RE: SAN

John . Whelan Fri, 16 Aug 2002 08:00:35 -0700


 So if I get a problem with my Mainframe Adabas databases Natural or Predict
environments where do I post?


 To come back to the SAN side of things.  We have a number.  Basically the
expensive one works extremely well with Oracle databases.  Split out the
database, the log files and the redo log files as you would normally.  Get
the SAN configured so these go to different lungs or whatever your SAN
vendor calls them.  Set the block size to the same as the Oracle database
normally 8k.

 What we have found on the Unix side the disk drives in the SAN are much
faster than the drives we still have attached to the  Unix servers.  Also we
have people who actually tune the SAN.  Within the SAN we have different
disk drives with different characteristics cheap slow and big, expensive,
fast and small.  The SAN tuning basically moves the clients who have a lot
of traffic to the faster drives transparently.

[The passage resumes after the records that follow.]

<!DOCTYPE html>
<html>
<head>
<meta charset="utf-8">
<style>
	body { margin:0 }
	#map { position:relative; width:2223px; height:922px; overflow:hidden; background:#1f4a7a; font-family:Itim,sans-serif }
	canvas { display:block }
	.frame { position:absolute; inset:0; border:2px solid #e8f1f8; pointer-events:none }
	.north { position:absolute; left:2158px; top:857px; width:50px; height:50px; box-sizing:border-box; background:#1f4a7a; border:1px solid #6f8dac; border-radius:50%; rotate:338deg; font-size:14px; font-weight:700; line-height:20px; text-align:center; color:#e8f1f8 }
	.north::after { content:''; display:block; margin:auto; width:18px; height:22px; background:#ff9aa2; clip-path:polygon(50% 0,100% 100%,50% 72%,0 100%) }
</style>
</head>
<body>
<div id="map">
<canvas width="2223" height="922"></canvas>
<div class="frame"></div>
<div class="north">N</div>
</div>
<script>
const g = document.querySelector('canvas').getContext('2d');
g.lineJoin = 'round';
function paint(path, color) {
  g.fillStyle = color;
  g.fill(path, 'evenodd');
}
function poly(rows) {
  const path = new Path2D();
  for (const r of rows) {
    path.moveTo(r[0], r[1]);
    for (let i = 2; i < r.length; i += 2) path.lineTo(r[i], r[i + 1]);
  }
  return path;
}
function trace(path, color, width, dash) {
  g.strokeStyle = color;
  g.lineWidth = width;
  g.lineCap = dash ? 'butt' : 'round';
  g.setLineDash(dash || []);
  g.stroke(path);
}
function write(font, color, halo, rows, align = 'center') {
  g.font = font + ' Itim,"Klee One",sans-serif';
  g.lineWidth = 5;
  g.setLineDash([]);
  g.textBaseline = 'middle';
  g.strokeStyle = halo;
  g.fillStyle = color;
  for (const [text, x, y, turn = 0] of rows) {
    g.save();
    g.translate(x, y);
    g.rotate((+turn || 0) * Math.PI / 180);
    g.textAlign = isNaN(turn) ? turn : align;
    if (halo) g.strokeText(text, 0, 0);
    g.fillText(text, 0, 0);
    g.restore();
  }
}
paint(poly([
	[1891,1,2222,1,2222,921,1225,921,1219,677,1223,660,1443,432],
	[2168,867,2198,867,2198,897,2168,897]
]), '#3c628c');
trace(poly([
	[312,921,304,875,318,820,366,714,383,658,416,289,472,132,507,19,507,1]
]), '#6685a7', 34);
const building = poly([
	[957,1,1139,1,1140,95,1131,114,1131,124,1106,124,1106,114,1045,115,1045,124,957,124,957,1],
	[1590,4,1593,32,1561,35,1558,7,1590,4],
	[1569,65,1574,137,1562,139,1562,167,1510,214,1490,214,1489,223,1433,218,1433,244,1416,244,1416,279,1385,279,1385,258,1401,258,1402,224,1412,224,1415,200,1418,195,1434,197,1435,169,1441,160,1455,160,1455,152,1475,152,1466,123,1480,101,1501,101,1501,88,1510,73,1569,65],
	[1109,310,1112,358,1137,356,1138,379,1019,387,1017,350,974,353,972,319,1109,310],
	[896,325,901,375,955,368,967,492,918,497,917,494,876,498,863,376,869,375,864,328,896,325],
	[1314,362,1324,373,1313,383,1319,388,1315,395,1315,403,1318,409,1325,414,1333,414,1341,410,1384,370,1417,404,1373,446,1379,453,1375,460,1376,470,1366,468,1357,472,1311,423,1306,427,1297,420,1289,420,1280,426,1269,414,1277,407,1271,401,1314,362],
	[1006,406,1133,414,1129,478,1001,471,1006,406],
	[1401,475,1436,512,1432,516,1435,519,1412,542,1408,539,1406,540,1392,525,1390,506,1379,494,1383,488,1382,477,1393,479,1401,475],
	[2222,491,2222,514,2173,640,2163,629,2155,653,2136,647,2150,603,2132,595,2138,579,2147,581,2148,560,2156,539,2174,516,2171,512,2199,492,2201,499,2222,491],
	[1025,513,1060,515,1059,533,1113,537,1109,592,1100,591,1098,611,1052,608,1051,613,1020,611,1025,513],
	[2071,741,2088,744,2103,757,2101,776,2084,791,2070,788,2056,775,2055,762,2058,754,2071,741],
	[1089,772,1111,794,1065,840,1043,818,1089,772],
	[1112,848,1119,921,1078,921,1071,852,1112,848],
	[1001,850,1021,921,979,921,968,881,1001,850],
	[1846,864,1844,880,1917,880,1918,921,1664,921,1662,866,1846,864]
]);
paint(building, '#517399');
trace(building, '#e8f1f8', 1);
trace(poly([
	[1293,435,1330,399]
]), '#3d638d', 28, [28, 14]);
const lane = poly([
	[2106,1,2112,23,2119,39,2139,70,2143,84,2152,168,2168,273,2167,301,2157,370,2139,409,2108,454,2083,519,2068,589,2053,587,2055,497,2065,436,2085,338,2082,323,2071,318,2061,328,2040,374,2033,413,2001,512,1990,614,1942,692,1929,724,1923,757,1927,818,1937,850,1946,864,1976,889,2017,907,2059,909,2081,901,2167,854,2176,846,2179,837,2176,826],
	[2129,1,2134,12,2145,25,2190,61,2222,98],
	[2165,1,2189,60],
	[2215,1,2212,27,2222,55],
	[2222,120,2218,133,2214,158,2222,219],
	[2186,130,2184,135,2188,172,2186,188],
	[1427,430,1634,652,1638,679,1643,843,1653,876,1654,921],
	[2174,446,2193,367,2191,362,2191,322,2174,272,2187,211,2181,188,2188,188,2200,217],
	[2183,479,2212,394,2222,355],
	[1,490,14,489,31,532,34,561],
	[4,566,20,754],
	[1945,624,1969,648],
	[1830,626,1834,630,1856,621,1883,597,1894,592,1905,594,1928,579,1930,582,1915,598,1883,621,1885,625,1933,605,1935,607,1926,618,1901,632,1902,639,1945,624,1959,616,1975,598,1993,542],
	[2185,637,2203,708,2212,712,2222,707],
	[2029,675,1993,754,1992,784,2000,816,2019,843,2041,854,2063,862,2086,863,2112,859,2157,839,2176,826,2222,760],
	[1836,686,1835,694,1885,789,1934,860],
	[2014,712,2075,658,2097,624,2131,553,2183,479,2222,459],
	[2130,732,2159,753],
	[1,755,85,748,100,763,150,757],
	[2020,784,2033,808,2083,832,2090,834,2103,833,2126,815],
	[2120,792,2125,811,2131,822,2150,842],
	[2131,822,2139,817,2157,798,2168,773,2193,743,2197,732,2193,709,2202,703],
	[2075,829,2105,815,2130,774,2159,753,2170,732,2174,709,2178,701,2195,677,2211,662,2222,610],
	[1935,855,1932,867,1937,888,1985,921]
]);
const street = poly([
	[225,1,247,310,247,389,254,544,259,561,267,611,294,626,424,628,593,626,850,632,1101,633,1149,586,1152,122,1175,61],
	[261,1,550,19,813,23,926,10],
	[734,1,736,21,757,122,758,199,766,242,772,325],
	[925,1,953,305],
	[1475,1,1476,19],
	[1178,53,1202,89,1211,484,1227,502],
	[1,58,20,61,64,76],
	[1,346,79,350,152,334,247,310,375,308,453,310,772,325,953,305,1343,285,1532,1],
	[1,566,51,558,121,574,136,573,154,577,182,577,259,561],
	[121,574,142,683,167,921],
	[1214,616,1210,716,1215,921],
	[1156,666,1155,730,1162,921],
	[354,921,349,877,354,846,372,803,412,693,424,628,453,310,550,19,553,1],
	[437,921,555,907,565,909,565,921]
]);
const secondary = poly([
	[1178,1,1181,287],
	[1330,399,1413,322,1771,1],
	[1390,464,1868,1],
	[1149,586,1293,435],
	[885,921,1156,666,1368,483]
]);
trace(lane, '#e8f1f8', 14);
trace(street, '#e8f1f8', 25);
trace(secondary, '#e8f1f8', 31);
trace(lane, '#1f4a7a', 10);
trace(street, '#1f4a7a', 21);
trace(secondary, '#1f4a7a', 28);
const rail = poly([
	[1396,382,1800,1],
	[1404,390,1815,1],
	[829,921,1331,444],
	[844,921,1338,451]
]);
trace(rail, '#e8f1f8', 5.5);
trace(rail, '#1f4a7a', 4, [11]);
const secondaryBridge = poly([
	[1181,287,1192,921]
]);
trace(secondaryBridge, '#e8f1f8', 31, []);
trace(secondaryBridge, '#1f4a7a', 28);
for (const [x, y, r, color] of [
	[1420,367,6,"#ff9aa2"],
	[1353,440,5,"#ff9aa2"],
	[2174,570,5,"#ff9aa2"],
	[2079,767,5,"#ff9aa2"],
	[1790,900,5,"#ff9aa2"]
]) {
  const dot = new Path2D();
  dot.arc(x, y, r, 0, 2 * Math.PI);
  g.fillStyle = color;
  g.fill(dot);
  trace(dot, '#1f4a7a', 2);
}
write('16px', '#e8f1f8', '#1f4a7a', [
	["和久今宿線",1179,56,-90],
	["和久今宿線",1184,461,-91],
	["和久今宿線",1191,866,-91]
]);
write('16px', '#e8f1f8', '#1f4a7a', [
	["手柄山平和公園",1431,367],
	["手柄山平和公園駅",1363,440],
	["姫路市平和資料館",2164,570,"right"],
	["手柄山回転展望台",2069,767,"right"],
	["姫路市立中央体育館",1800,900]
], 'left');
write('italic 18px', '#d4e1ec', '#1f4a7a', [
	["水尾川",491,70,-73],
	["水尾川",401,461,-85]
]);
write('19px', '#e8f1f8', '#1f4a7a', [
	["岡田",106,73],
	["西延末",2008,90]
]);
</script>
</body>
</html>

 When reading cache hit ratios of 95% in Oracle plus the hardware caches on
the disk controller plus the hardware cache on the drive itself means that
roughly only 2 or 3 transactions in a 100 actually make it all the way to
the hard drive.  Then the ideal configuration is to have as many spindles as
possible so that the heads don't have to move too much.  RAID 5 works very
well.  Some applications will make heavy read and write use of a temp
database so watch out for this.

 When writing each transaction has to be written to the hard drive when
committed, plus the redo log files etc. so the work on the hard drives is
much heavier.  Also when rebuilding indexes.  RAID 5 does not work well
since to write a block on one drive you have to read the appropriate blocks
on the other drives and write both the data drive and the error checking
drive.  Mirrored drives are best.  Your SAN people should understand this.

 Our expensive SAN has something like 64 gigs of memory in its cache and we
have actually seen performance increases of 30 fold on some databases.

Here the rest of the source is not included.